Stored items:

···

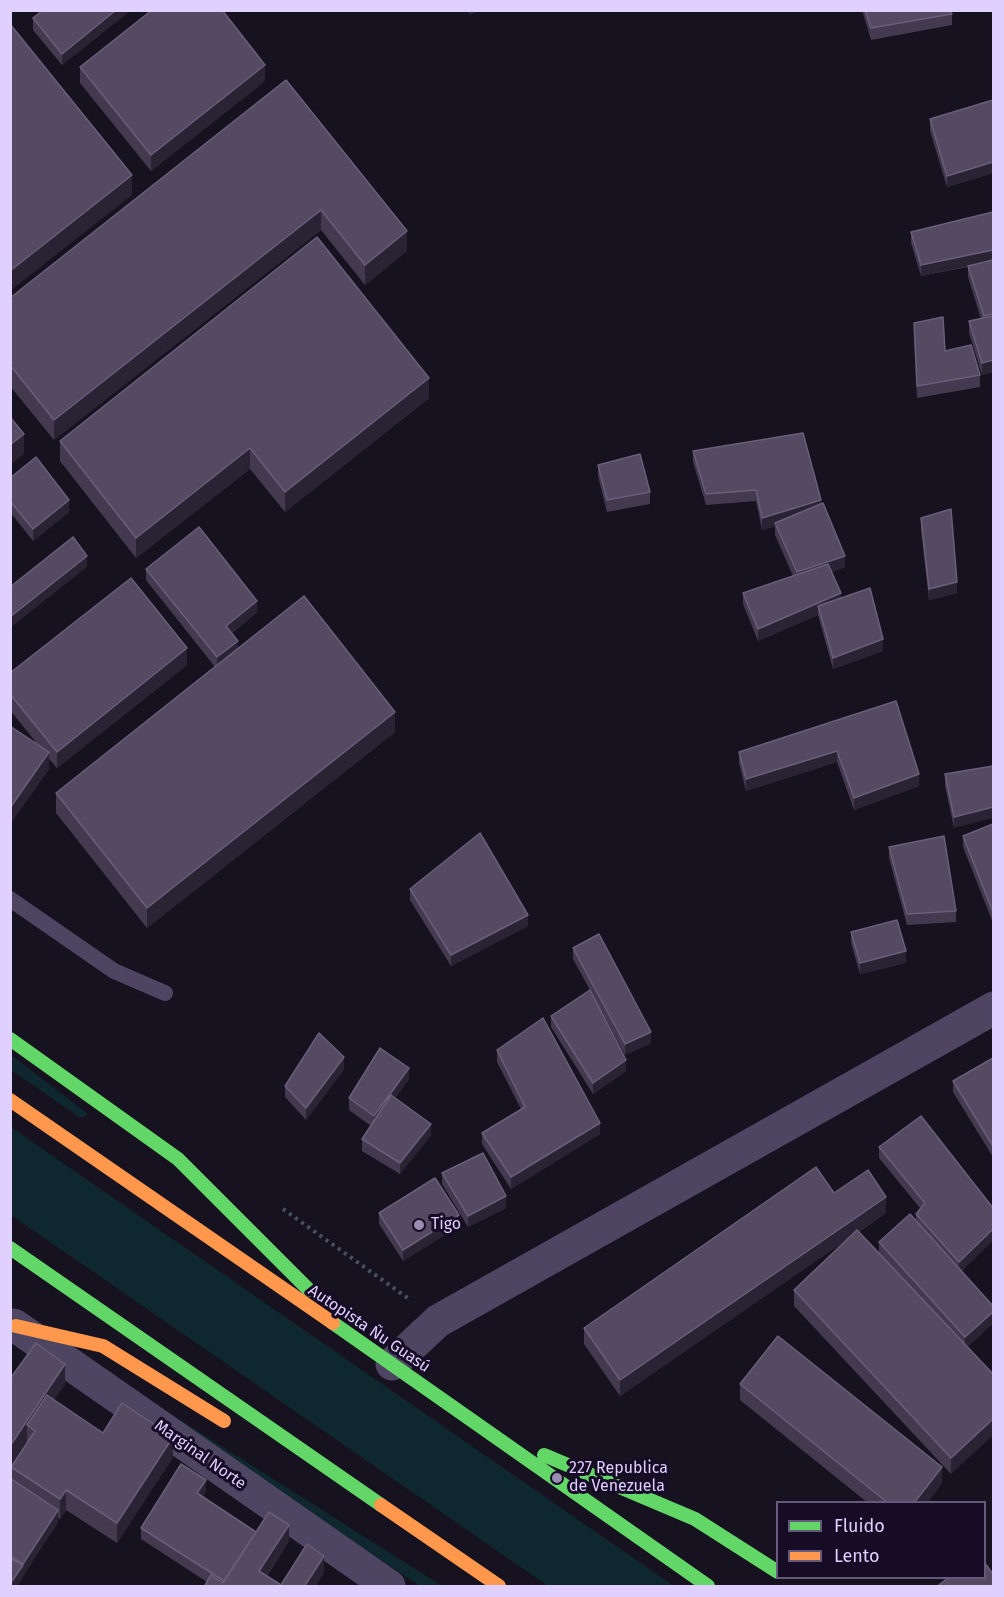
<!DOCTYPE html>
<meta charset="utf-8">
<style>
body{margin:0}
#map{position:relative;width:1004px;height:1597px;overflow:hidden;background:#17121f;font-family:"Fira Sans",sans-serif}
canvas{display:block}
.frame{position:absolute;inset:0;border:12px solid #dfd0ff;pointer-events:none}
.legend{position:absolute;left:776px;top:1501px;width:210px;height:78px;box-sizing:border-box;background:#160c25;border:2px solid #665a7c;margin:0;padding:8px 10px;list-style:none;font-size:18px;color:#dfd0ff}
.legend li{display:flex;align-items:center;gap:12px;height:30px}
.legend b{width:30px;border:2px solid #665a7c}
</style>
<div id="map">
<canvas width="1004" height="1597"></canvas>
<div class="frame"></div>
<ul class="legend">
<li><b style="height:8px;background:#63d668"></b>Fluido</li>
<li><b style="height:8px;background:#ff974d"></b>Lento</li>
</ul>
</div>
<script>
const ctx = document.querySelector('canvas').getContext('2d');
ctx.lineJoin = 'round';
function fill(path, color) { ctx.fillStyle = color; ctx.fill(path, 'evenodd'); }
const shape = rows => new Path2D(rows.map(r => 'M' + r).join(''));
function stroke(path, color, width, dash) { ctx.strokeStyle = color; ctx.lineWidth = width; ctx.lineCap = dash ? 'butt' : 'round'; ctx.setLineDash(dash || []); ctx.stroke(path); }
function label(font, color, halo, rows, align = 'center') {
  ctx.font = font + ' "Fira Sans",sans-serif'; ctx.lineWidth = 6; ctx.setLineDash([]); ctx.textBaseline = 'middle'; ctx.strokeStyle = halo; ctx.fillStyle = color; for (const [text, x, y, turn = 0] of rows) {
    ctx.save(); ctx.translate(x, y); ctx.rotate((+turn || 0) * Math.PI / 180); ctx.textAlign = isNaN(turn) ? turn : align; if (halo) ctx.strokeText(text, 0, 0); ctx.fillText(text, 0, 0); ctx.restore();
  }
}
fill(shape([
 [11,1055,87,1113,85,1117,79,1117,11,1070],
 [11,1127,674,1586,548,1586,11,1215],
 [89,1364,92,1364,442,1586,420,1586]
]), '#0f272e');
stroke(shape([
 [283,1209,409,1299]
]), '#475064', 4, [3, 4.5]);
stroke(shape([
 [10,899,114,971,165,993]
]), '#4d4561', 16);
stroke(shape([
 [14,1325,389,1586],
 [392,1364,438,1321,994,1008]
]), '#4d4561', 33);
stroke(shape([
 [10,1039,178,1159,309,1290],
 [10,1248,381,1505],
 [333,1323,708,1586],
 [544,1455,695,1519,778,1572]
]), '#63d668', 14);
stroke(shape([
 [10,1100,333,1323],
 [16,1326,103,1346,224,1421],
 [381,1505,499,1586]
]), '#ff974d', 14);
fill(shape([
 [43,10,131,10,62,65,33,30,33,18],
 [862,10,950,10,952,14,952,25,871,40],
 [80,67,265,81,151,171,80,83],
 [286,80,407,251,365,285,321,230,54,440,10,386,10,298],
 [993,100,993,173,947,187,930,131,930,119],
 [993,212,993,372,982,375,969,333,969,321,981,319,968,277,968,267,921,276,911,243,911,232],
 [914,323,945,351,980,375,980,387,917,398],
 [429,398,285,512,250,469,136,558,60,461,60,441],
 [693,451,821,504,845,567,832,572,841,598,883,651,833,669,818,615,758,641,743,604,743,593,793,576,775,535,775,526,762,530,756,501,706,505,693,462],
 [598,465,650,492,650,504,607,512,598,476],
 [10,478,69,512,33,541,10,512],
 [921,518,957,593,929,600,921,530],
 [146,569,257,612,232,633,238,649,395,732,147,928,56,813,56,793,215,667,146,580],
 [187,665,57,768,49,759,49,769,10,824,10,726,38,745,10,710,10,673],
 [896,701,919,786,854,810,837,762,746,791,739,763,739,752],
 [993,766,954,828,945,786,945,774],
 [993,824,993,923,963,847,963,836],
 [889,847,956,911,956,922,907,925,889,858],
 [410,889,528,926,451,966,410,900],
 [851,932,906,963,860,974,851,943],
 [573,948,651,1043,625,1055,591,992,626,1071,593,1094,551,1027,551,1016,590,990,573,959],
 [497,1050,600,1134,511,1189,482,1144,482,1133,521,1109,497,1062],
 [993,1058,993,1157,953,1092,953,1081],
 [344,1069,306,1120,285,1097,285,1086],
 [409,1079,395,1098,431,1135,400,1174,362,1151,362,1139,371,1126,349,1110,349,1098],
 [921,1116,961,1271,993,1323,967,1347,951,1474,794,1306,794,1290,846,1240,620,1396,584,1344,584,1328,834,1193,886,1213,859,1232,879,1252,879,1242,916,1221,916,1214,920,1208,879,1158,879,1147],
 [442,1173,506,1208,468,1227,442,1184],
 [379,1213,459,1226,403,1261,379,1224],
 [10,1379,65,1384,54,1400,103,1433,173,1457,117,1543,66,1510,60,1519,58,1518,58,1522,23,1576,23,1575,23,1577,16,1587,10,1587,11,1467,27,1443,27,1441],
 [740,1384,942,1483,927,1503,868,1503,740,1400],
 [206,1492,202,1497,256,1532,289,1541,267,1576,281,1585,324,1572,315,1587,204,1587,207,1582,141,1539,141,1528]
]), '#433a4f');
fill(shape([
 [116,10,131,10,62,65,62,54],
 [469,10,482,10,469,15],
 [265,65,265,81,151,171,151,155],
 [993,162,993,173,947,187,947,176],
 [132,175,132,195,10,291,10,271],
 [321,210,321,230,54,440,54,420],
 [407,231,407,251,365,285,365,265],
 [993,250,993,261,921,276,921,265],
 [993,314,993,325,984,327,984,316],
 [993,360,993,372,982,375,982,363],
 [429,378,429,398,285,512,285,492],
 [24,434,24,454,10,465,10,445],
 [250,448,250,469,136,558,136,538],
 [69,500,69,512,33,541,33,529],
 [821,500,821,512,775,523,775,526,762,530,762,518],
 [87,556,87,567,10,628,10,617],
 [845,556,845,567,797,584,797,572],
 [957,582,957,593,929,600,929,589],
 [841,593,841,605,818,606,818,615,758,641,758,629],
 [257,601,257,612,226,637,226,626],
 [883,639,883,651,833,669,833,658],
 [238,641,238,652,217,668,217,657],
 [187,648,187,665,57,768,57,752],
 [395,712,395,732,147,928,147,908],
 [837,751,837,762,746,791,746,779],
 [49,752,49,769,10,824,10,808],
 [919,774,919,786,854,810,854,798],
 [993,807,993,818,954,828,954,817],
 [528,915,528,926,451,966,451,955],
 [906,951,906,963,860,974,860,963],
 [651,1032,651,1043,625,1055,625,1044],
 [344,1057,344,1069,306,1120,306,1108],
 [626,1060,626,1071,593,1094,593,1083],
 [409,1068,409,1079,374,1127,374,1116],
 [600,1123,600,1134,511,1189,511,1177],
 [431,1124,431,1135,400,1174,400,1163],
 [506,1196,506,1208,468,1227,468,1216],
 [886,1197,886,1213,620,1396,620,1380],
 [459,1215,459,1226,403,1261,403,1250],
 [993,1229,993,1241,959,1274,959,1262],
 [993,1312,993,1323,965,1349,965,1337],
 [65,1364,65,1384,34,1430,27,1425,27,1441,10,1466,10,1446],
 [993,1419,993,1435,951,1474,951,1458],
 [173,1437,173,1457,117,1543,117,1523],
 [942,1467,942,1483,927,1503,914,1503],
 [206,1480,206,1492,197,1505,197,1493],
 [66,1490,66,1510,60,1519,60,1499],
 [58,1510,58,1522,23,1576,23,1564],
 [289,1525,289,1541,259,1587,259,1571],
 [324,1556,324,1572,315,1587,304,1587],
 [23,1565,23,1577,16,1587,10,1587,10,1584]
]), '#2a2334');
const building = shape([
 [43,10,116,10,62,54,33,18,43,10],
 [152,10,222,10,265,65,151,155,80,67,152,10],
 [865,10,950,10,952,14,871,28,865,10],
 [10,24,132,175,10,271,10,24],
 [286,80,407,231,365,265,321,210,54,420,10,365,10,298,286,80],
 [993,100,993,162,947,176,930,119,993,100],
 [993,212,993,250,921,265,911,232,993,212],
 [317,237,429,378,285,492,250,448,136,538,60,441,317,237],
 [993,260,993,314,984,316,968,266,993,260],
 [993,316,993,360,982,363,969,321,993,316],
 [943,317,945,351,971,345,980,375,917,386,914,323,943,317],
 [10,417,24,434,10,445,10,417],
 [803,433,821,500,762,518,756,490,706,494,693,451,803,433],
 [640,454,650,492,607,500,598,465,640,454],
 [36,457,69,500,33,529,10,501,10,478,36,457],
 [823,503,845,556,797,572,775,523,823,503],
 [951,509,957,582,929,589,921,518,951,509],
 [199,527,257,601,226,626,238,641,217,657,146,569,199,527],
 [73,537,87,556,10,617,10,587,73,537],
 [828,564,841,593,758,629,743,593,828,564],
 [131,578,187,648,57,752,10,694,10,673,131,578],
 [870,588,883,639,833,658,818,606,870,588],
 [304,596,395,712,147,908,56,793,304,596],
 [896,701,919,774,854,798,837,751,746,779,739,752,896,701],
 [10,726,49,752,10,808,10,726],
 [993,766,993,807,954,817,945,774,993,766],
 [993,824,993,912,963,836,993,824],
 [480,833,528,915,451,955,410,889,480,833],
 [944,836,956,911,907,914,889,847,944,836],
 [897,920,906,951,860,963,851,932,897,920],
 [599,934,651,1032,625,1044,573,948,599,934],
 [590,990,626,1060,593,1083,551,1016,590,990],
 [543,1018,600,1123,511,1177,482,1133,525,1107,497,1050,543,1018],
 [319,1033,344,1057,306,1108,285,1086,319,1033],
 [380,1048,409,1068,374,1116,349,1098,380,1048],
 [993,1058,993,1146,953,1081,993,1058],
 [391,1095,431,1124,400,1163,362,1139,391,1095],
 [921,1116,993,1208,993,1229,959,1262,916,1214,925,1203,879,1147,921,1116],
 [483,1153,506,1196,468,1216,442,1173,483,1153],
 [816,1167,834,1193,868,1170,886,1197,620,1380,584,1328,816,1167],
 [435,1178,459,1215,403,1250,379,1213,435,1178],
 [910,1214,993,1306,993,1312,965,1337,879,1242,910,1214],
 [857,1230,993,1374,993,1419,951,1458,794,1290,857,1230],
 [778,1336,942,1467,914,1503,888,1503,740,1384,778,1336],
 [36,1343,65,1364,10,1446,10,1379,36,1343],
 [47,1395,103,1433,122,1403,173,1437,117,1523,66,1490,60,1499,11,1467,35,1431,27,1425,47,1395],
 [181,1464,206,1480,197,1493,256,1532,224,1581,141,1528,181,1464],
 [10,1478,58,1510,23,1564,10,1556,10,1478],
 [269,1512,289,1525,259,1571,281,1585,307,1544,324,1556,304,1587,204,1587,211,1575,223,1583,269,1512],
 [10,1558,23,1565,10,1584,10,1558],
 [984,1562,993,1574,993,1587,936,1587,948,1578,984,1578,984,1562]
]);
fill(building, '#544a62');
stroke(building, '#695f7b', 1.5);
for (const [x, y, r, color] of [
 [419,1225,6,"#998eb1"],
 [557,1478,6,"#998eb1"]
]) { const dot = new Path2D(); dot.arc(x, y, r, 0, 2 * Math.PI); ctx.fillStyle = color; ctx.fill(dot); stroke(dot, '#160c25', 2); }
label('16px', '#dfd0ff', '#160c25', [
 ["Tigo",431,1225],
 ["227 Republica",569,1469],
 ["de Venezuela",569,1487]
], 'left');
label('16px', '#dfd0ff', '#160c25', [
 ["Autopista Ñu Guasú",369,1329,34],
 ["Marginal Norte",200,1455,35]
]);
</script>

···

| WHAT TO WORK ON |
Would you please filter the lines above and copy every one that includes "canvas"?

| FINISHED TASK |
canvas{display:block}
<canvas width="1004" height="1597"></canvas>
const ctx = document.querySelector('canvas').getContext('2d');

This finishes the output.